Ontem nos despedimos de um contador de histórias, hoje nos despedimos de uma cantora excepcional, cuja carreira acompanhei do começo ao fim. Claro que nos últimos anos muitas outras mulheres se destacaram pelo talento, inclusive instrumentistas de grandes qualidades. No caso de Gal, gostaria de lembrar seus primeiros passos em São Paulo, quando eu era repórter da revista Intervalo.

Encarregado de receber e divulgar artistas que lançavam seus primeiros trabalhos, recebia na redação da Avenida Otaviano Alves de Lima, também conhecida como Avenida Marginal, porque beira o rio Tietê, todos os cantores e cantoras que lançavam seus primeiros discos. Havia uma razão para ser incumbido de tal missão: minha santa paciência. Recebia a todos e a todas com a maior fineza, especialmente as meninas: Martinha, Silvinha, Evinha, Vanusa, Wanderléa e muitas outras. Claro que entrevistava também os marmanjos que começavam a aparecer em São Paulo, de Roberto Carlos a Ronnie Von, Eduardo Araújo, Jerry Adriani, Antônio Marcos, e tantos quanto quiserem acrescentar. 

Assim, ao chegar à Editora Abril certa manhã, encontrei Gal Costa humildemente sentada no corredor, disquinho na mão, acompanhada de um representante da RCA. Queria divulgá-lo, obviamente, colocando-se à disposição para perguntas. A partir daí fizemos amizade e passei a acompanhar seus passos, frequentando seu apartamento na avenida São Luís e os bares da Galeria Metrópole, para novas entrevistas.

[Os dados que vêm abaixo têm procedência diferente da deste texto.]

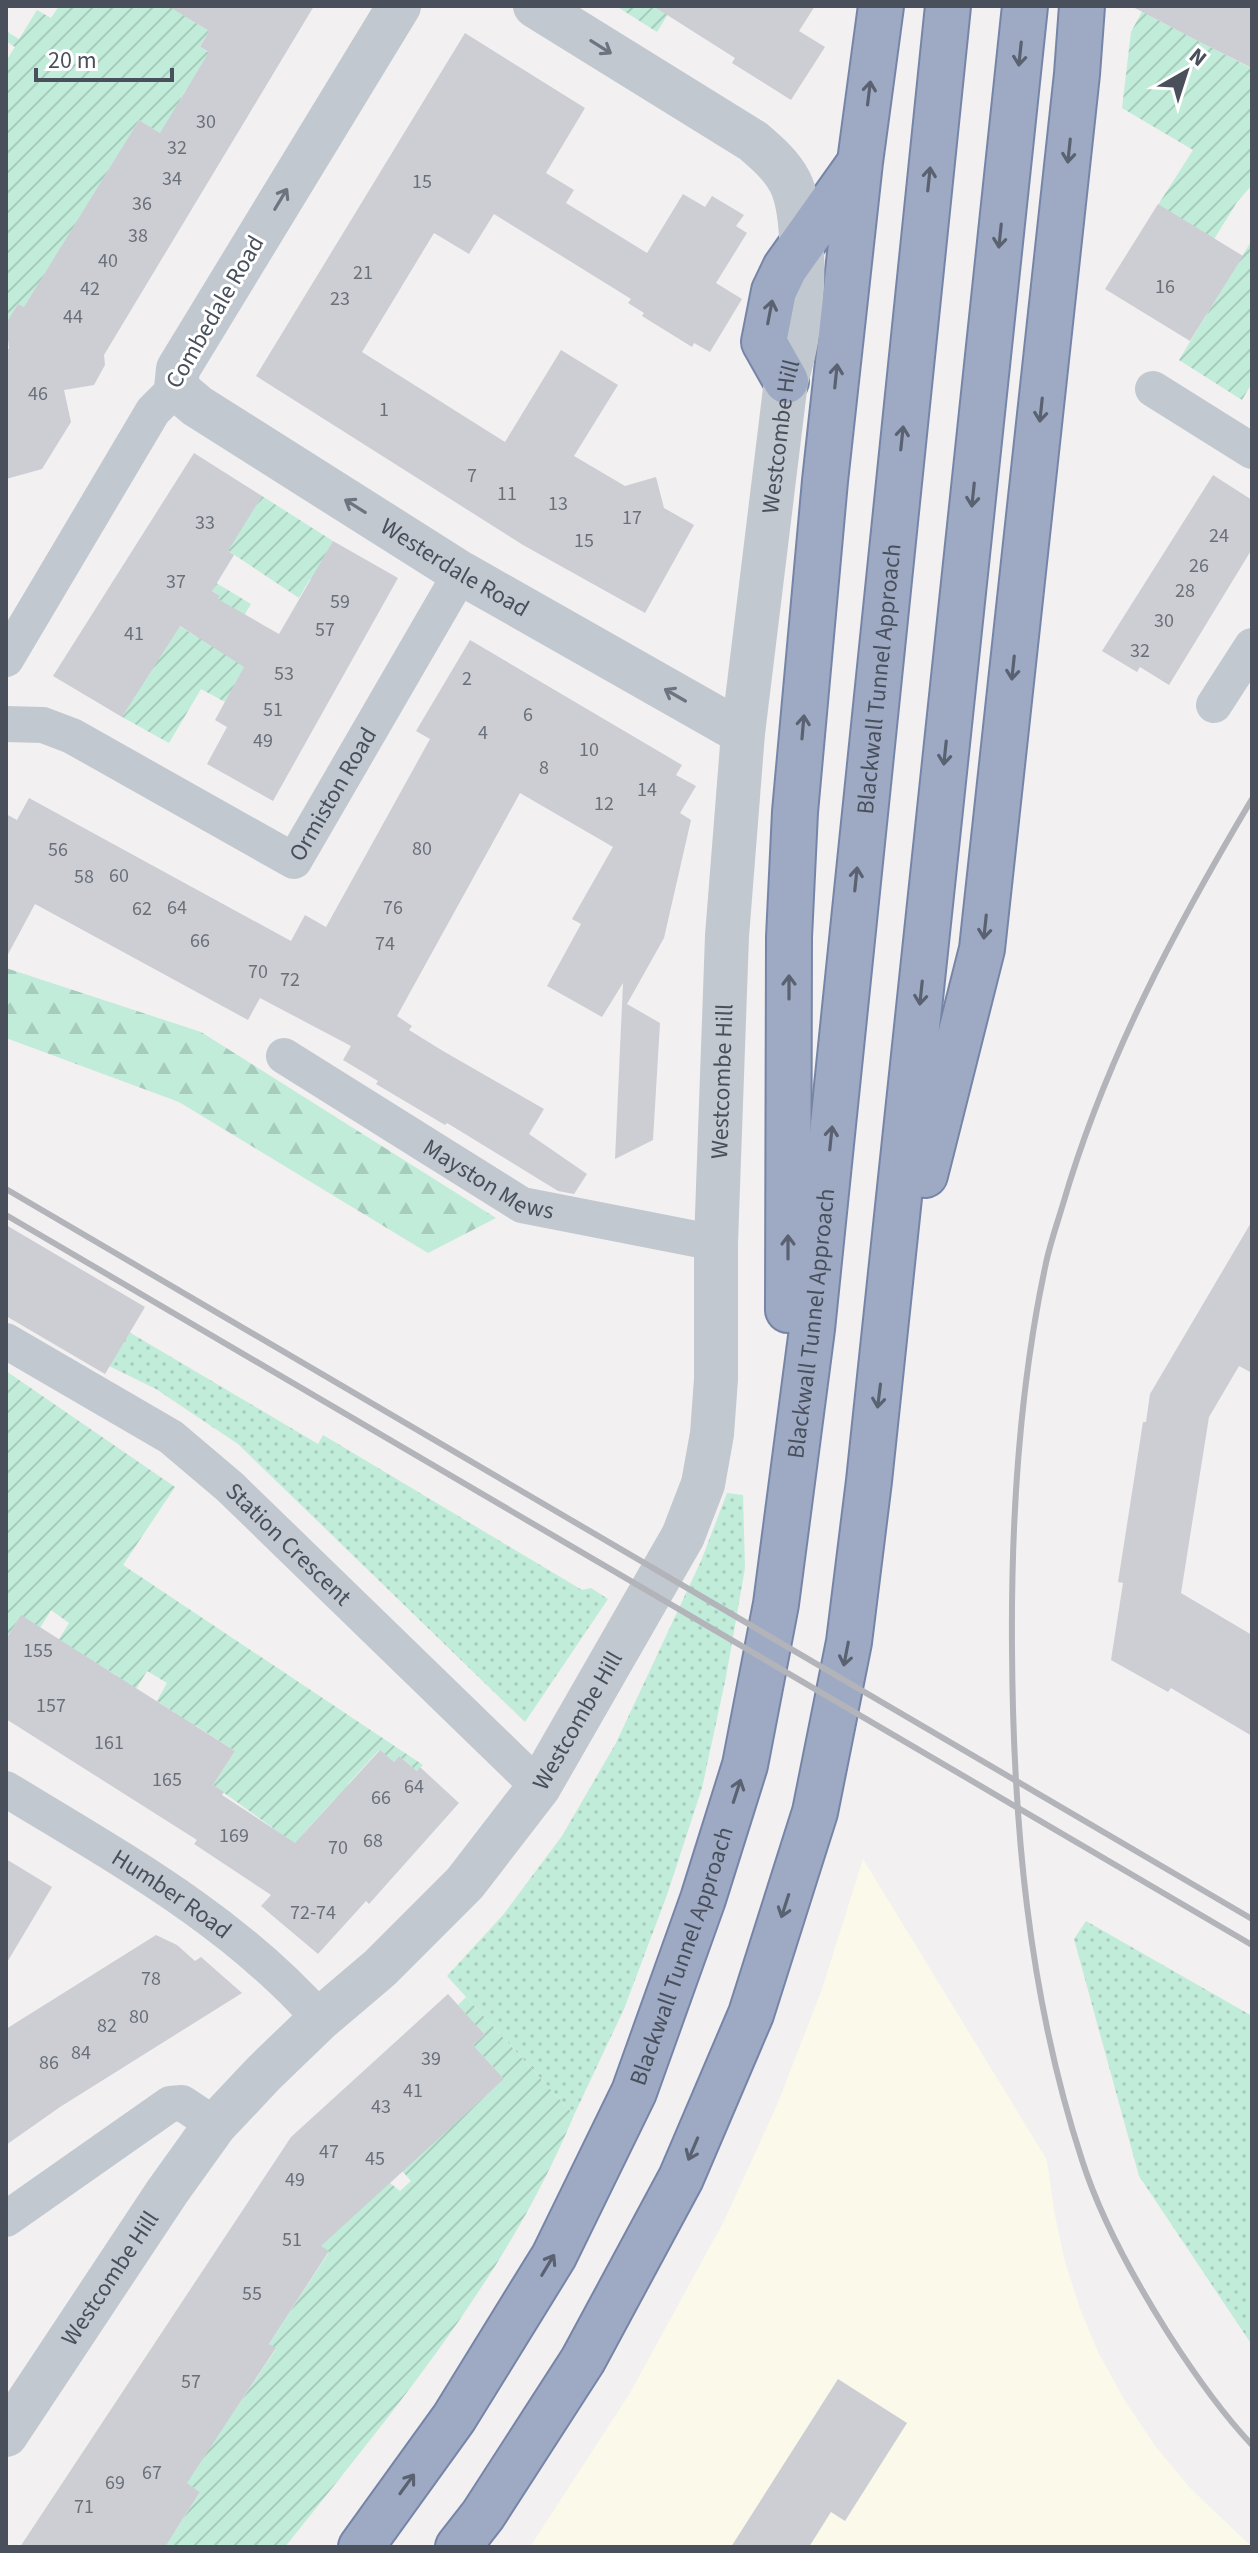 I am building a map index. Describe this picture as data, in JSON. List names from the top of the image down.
{
  "streets": {
    "highway": ["Blackwall Tunnel Approach"],
    "street": [
      "Combedale Road",
      "Westcombe Hill",
      "Westerdale Road",
      "Ormiston Road",
      "Mayston Mews",
      "Station Crescent",
      "Humber Road"
    ]
  },
  "crossings": [
    ["Combedale Road", "Westerdale Road"],
    ["Westcombe Hill", "Westerdale Road"],
    ["Westcombe Hill", "Mayston Mews"],
    ["Westcombe Hill", "Station Crescent"],
    ["Westcombe Hill", "Humber Road"],
    ["Westerdale Road", "Ormiston Road"]
  ],
  "one_way": ["Combedale Road", "Westerdale Road"],
  "house_numbers": [
    "30",
    "32",
    "34",
    "15",
    "36",
    "38",
    "40",
    "21",
    "16",
    "42",
    "23",
    "44",
    "46",
    "1",
    "7",
    "11",
    "13",
    "17",
    "33",
    "24",
    "15",
    "26",
    "37",
    "28",
    "59",
    "30",
    "57",
    "41",
    "32",
    "53",
    "2",
    "51",
    "6",
    "4",
    "49",
    "10",
    "8",
    "14",
    "12",
    "80",
    "56",
    "60",
    "58",
    "64",
    "76",
    "62",
    "66",
    "74",
    "70",
    "72",
    "155",
    "157",
    "161",
    "165",
    "64",
    "66",
    "169",
    "68",
    "70",
    "72-74",
    "78",
    "80",
    "82",
    "84",
    "39",
    "86",
    "41",
    "43",
    "47",
    "45",
    "49",
    "51",
    "55",
    "57",
    "67",
    "69",
    "71"
  ],
  "scale_bar": "20 m",
  "north": "top right"
} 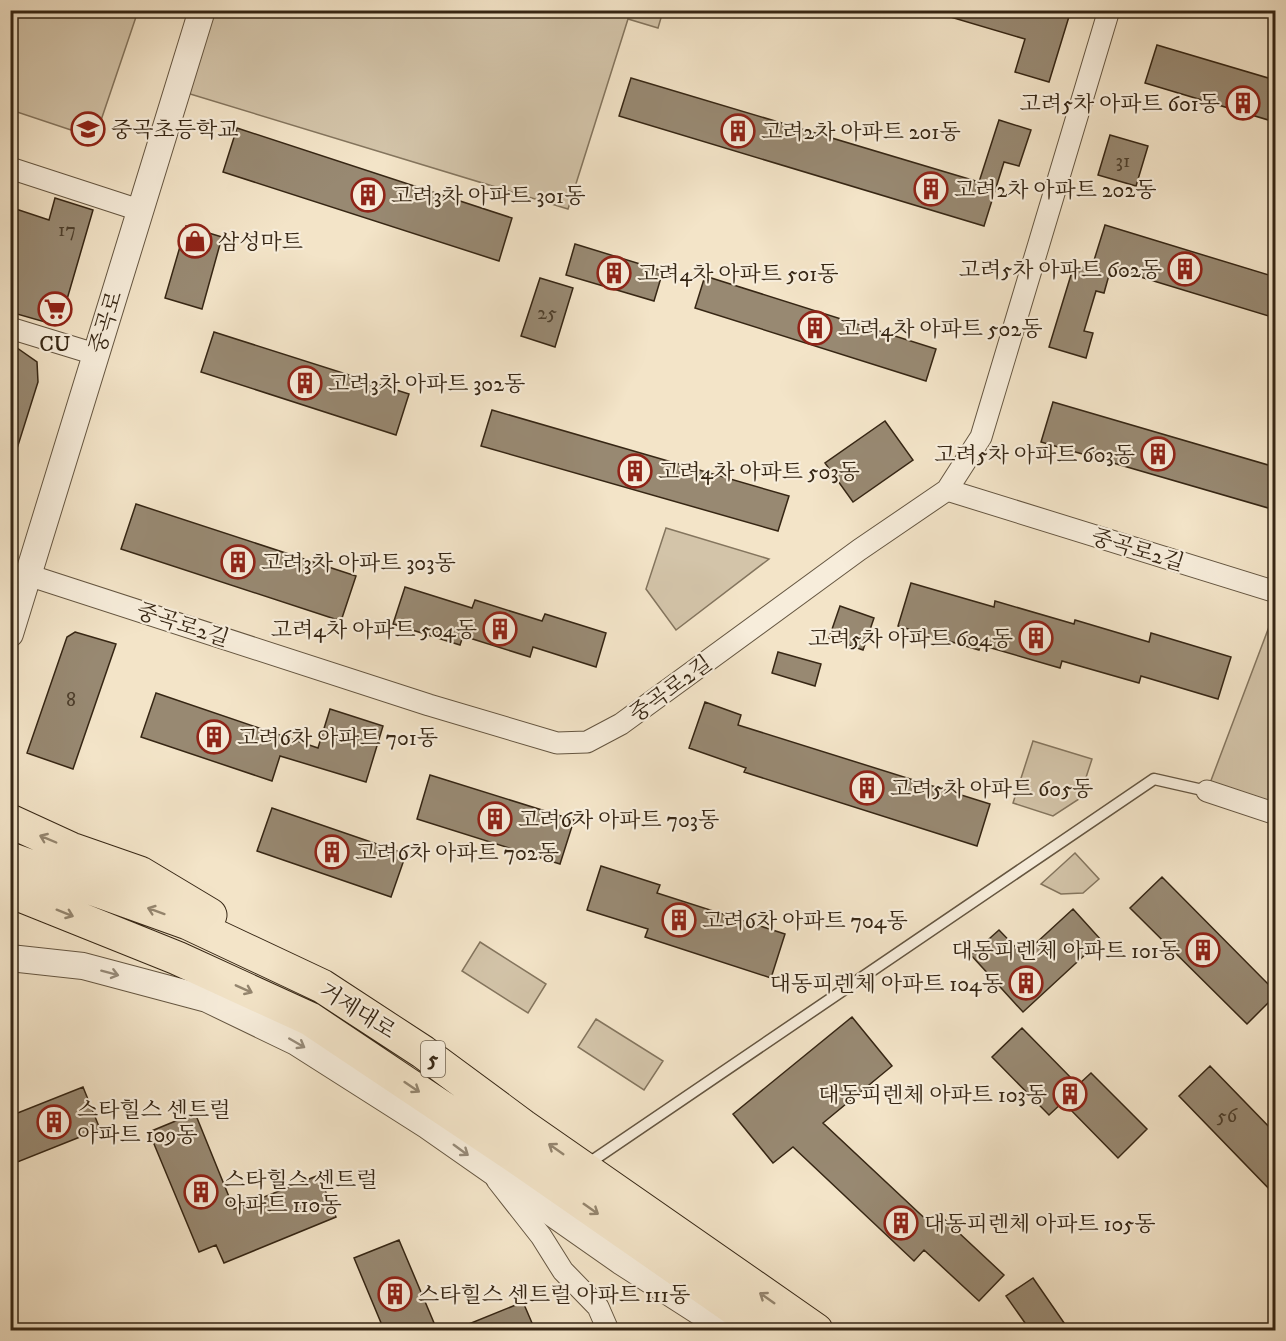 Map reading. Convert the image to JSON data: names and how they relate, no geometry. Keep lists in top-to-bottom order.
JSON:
{
  "streets": {
    "main road": ["거제대로", "5"],
    "street": ["중곡로", "중곡로2길"]
  },
  "crossings": [
    ["중곡로", "중곡로2길"]
  ],
  "places": {
    "building": [
      "고려5차 아파트 601동",
      "고려2차 아파트 201동",
      "고려2차 아파트 202동",
      "고려3차 아파트 301동",
      "고려5차 아파트 602동",
      "고려4차 아파트 501동",
      "고려4차 아파트 502동",
      "고려3차 아파트 302동",
      "고려5차 아파트 603동",
      "고려4차 아파트 503동",
      "고려3차 아파트 303동",
      "고려4차 아파트 504동",
      "고려5차 아파트 604동",
      "고려6차 아파트 701동",
      "고려5차 아파트 605동",
      "고려6차 아파트 703동",
      "고려6차 아파트 702동",
      "고려6차 아파트 704동",
      "대동피렌체 아파트 101동",
      "대동피렌체 아파트 104동",
      "대동피렌체 아파트 103동",
      "스타힐스 센트럴 아파트 109동",
      "스타힐스 센트럴 아파트 110동",
      "대동피렌체 아파트 105동",
      "스타힐스 센트럴 아파트 111동"
    ],
    "school or university": ["중곡초등학교"],
    "shop": ["삼성마트"],
    "supermarket": ["CU"]
  },
  "house_numbers": [
    "31",
    "17",
    "25",
    "8",
    "56"
  ]
}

Não é preciso dizer que esses bares, especialmente o Jogral, de Luís Carlos Paraná, era frequentado também por grande número cantores, inclusive os iniciantes Maria Bethânia, Caetano Veloso, Gilberto Gil, além de Vinicius de Moraes, Chico Buarque e Baden Powell, entre muitos outros. Gal e Bethânia já eram inseparáveis.

Na longa convivência com artistas desfrutei de alguma intimidade com alguns deles, extravasando minha frustração de violonista mambembe. Foi assim com Altemar Dutra, Eduardo Araújo-Silvinha, Antônio Marcos-Vanusa, entre outros.

Gal Costa ficou conhecida pela sua dedicação à maneira de cantar. Trocou a Bahia e o Rio de Janeiro por uma carreira consistente, sólida, indestrutível. Ao tentar protegê-la, sucumbiu misteriosamente aos excessivos cuidados com a saúde. Morre em plena forma.

 

Lamentavelmente, não havia o hábito de selfies. Poderia esnobar ao lado de Agnaldo Rayol nos intervalos de filmagem em Gramado; de Ivon Curi mostrando-me sua terra natal, Caxangá; de Eduardo Araújo mostrando sua Joaíma no Vale do Jequitinhonha; de Jerry Adriani me hospedando em seu apê em Copacabana; de Roberto Carlos me recebendo em almoço em sua mansão do Morumbi...

Dediquei alguns anos de minha vida a enaltecer grandes ídolos da MPB e da Jovem Guarda. Alguns merecidamente, como Chico Buarque e Gal Costa, outros nem tanto. Até chegar o dia em que, como jurado do Programa Silvio Santos no auditório da TV Globo (ainda não havia a TV S), fui encarregado de entregar o Troféu Imprensa a Altemar Dutra. Convidado a cumprimentá-lo, dirigi-me a Silvio Santos contando que estivera momentos antes na casa do cantor homenageado, onde havia duas salas repletas de troféus de melhor cantor. Este seria mais um.

Silvio tomou o microfone e mudou de assunto. No ano seguinte, eu não seria convidado a integrar o júri, não sei se por isso.